About this exercise.
Please transcribe the listing in its entirety, character for character.

Input data.
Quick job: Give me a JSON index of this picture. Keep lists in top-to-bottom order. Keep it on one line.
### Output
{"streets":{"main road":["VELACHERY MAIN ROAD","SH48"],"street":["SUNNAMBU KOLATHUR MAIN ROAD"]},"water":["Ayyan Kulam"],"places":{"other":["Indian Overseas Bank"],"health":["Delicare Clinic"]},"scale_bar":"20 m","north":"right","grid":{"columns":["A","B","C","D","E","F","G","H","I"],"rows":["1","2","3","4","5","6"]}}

Task answer.
Quick job: Give me a JSON index of this picture. Keep lists in top-to-bottom order. Keep it on one line.
### Output
{"streets":{"main road":["VELACHERY MAIN ROAD","SH48"],"street":["SUNNAMBU KOLATHUR MAIN ROAD"]},"water":["Ayyan Kulam"],"places":{"other":["Indian Overseas Bank"],"health":["Delicare Clinic"]},"scale_bar":"20 m","north":"right","grid":{"columns":["A","B","C","D","E","F","G","H","I"],"rows":["1","2","3","4","5","6"]}}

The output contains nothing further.